Start of Block

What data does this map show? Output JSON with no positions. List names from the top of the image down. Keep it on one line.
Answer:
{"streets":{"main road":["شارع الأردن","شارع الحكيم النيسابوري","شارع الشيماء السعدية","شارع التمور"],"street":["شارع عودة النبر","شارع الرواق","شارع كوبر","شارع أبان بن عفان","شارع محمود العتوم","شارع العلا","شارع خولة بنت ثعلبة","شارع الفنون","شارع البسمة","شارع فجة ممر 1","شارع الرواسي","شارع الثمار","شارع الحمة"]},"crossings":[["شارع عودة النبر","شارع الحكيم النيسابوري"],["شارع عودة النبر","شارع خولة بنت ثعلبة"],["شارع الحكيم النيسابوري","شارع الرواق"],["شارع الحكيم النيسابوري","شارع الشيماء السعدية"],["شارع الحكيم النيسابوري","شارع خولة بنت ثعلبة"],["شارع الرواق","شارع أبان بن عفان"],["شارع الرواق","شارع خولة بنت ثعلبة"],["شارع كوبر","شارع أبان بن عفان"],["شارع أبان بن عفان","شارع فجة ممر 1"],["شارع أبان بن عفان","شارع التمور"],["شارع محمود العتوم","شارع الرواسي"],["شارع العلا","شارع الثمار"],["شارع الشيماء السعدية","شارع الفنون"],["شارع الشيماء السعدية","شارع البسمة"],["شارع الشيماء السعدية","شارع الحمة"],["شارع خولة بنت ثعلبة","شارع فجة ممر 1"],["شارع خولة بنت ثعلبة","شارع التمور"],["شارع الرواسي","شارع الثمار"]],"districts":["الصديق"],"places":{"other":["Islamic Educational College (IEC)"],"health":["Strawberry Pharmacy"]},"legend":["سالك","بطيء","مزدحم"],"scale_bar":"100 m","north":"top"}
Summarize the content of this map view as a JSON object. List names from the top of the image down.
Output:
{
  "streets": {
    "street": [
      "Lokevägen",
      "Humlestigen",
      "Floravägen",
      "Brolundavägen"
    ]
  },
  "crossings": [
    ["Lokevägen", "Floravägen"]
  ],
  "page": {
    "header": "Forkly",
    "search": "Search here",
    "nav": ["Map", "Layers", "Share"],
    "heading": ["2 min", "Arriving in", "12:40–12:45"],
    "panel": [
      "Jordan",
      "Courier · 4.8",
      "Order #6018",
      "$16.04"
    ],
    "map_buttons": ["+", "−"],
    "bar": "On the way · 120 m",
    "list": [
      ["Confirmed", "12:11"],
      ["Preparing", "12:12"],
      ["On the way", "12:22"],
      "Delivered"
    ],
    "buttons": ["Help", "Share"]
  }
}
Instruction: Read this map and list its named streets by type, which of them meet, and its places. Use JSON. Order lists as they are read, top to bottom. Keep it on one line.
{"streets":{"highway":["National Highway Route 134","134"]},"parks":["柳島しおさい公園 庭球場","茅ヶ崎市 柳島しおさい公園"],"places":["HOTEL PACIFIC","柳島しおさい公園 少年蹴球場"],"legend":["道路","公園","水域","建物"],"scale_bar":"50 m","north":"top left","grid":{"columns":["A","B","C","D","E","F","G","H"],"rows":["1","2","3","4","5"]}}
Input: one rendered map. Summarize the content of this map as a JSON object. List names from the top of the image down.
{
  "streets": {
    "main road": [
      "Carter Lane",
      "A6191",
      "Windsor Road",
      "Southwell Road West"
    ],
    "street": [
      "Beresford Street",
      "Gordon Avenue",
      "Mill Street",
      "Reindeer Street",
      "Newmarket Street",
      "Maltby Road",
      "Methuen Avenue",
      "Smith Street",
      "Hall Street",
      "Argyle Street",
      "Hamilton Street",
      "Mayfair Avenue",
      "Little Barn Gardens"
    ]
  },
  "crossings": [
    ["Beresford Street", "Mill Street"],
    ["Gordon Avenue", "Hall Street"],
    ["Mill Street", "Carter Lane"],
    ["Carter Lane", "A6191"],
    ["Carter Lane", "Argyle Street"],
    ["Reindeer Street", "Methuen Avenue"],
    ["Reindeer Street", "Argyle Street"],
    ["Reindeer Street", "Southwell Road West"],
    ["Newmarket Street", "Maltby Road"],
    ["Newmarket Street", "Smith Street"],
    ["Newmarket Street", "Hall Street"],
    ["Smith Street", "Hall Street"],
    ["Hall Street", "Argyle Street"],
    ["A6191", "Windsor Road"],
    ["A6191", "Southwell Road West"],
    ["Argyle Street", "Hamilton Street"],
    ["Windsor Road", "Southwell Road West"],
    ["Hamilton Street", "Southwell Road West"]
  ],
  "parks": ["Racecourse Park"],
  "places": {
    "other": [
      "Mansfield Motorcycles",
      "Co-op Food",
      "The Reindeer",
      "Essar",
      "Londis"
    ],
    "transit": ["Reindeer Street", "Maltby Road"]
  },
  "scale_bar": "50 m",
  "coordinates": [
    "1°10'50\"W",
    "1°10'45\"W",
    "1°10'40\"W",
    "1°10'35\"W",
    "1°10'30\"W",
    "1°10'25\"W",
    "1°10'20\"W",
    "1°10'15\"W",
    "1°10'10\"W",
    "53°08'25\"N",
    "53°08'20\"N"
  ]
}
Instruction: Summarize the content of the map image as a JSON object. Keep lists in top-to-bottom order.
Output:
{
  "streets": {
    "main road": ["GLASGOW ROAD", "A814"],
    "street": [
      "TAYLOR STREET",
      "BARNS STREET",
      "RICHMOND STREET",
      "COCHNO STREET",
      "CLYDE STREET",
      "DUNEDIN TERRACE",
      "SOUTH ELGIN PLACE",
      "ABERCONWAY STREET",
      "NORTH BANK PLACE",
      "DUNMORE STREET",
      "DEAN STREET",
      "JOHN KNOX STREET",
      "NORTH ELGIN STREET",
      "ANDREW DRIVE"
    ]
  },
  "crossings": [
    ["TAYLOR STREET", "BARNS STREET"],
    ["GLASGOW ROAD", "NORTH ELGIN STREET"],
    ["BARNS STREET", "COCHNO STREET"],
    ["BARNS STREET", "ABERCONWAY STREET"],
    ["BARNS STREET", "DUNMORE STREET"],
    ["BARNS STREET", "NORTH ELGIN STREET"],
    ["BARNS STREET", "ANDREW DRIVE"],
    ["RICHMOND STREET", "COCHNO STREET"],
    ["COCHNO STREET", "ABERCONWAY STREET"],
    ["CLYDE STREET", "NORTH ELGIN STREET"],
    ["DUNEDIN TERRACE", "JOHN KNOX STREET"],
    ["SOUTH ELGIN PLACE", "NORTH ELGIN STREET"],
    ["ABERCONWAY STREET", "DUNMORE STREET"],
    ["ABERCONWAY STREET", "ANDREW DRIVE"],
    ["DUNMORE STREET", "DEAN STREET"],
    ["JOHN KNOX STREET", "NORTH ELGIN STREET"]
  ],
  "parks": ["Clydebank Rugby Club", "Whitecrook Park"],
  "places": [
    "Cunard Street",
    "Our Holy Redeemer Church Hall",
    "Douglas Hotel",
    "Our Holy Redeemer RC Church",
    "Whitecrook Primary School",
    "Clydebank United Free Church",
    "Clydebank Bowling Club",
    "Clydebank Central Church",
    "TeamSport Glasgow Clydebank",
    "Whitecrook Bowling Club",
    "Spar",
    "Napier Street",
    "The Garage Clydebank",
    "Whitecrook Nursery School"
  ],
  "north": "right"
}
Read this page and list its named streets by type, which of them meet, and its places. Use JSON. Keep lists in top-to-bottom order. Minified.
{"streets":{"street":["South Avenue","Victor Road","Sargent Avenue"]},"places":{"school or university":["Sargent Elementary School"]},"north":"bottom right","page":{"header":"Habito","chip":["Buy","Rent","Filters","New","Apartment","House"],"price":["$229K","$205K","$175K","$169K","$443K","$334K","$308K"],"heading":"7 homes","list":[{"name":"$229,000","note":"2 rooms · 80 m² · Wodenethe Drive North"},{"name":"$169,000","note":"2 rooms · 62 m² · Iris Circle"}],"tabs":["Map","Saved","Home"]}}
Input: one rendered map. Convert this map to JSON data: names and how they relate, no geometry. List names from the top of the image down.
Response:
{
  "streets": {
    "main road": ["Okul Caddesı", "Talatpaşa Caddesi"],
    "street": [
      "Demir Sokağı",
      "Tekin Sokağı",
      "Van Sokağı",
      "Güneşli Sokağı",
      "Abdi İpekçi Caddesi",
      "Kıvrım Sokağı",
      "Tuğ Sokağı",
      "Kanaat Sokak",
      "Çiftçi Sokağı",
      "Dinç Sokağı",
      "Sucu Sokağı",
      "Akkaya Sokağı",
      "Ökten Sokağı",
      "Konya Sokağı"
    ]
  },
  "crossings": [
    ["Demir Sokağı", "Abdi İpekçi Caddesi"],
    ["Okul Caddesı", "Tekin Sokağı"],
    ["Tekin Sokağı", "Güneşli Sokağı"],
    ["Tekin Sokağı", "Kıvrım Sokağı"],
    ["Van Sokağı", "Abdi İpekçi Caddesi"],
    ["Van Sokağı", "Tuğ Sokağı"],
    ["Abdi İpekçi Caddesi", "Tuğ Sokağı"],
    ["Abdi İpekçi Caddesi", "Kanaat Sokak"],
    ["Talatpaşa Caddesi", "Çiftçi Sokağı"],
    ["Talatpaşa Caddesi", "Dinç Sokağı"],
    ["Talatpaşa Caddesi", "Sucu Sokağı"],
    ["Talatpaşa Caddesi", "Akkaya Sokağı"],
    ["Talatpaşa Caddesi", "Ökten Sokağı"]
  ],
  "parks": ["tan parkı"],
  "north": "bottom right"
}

End of Block

▶ _TASK DIRECTIONS_:
Where a line of the records contains the word "Southwell", count it; state only the final tally.

▶ _RESULT BELOW_:
5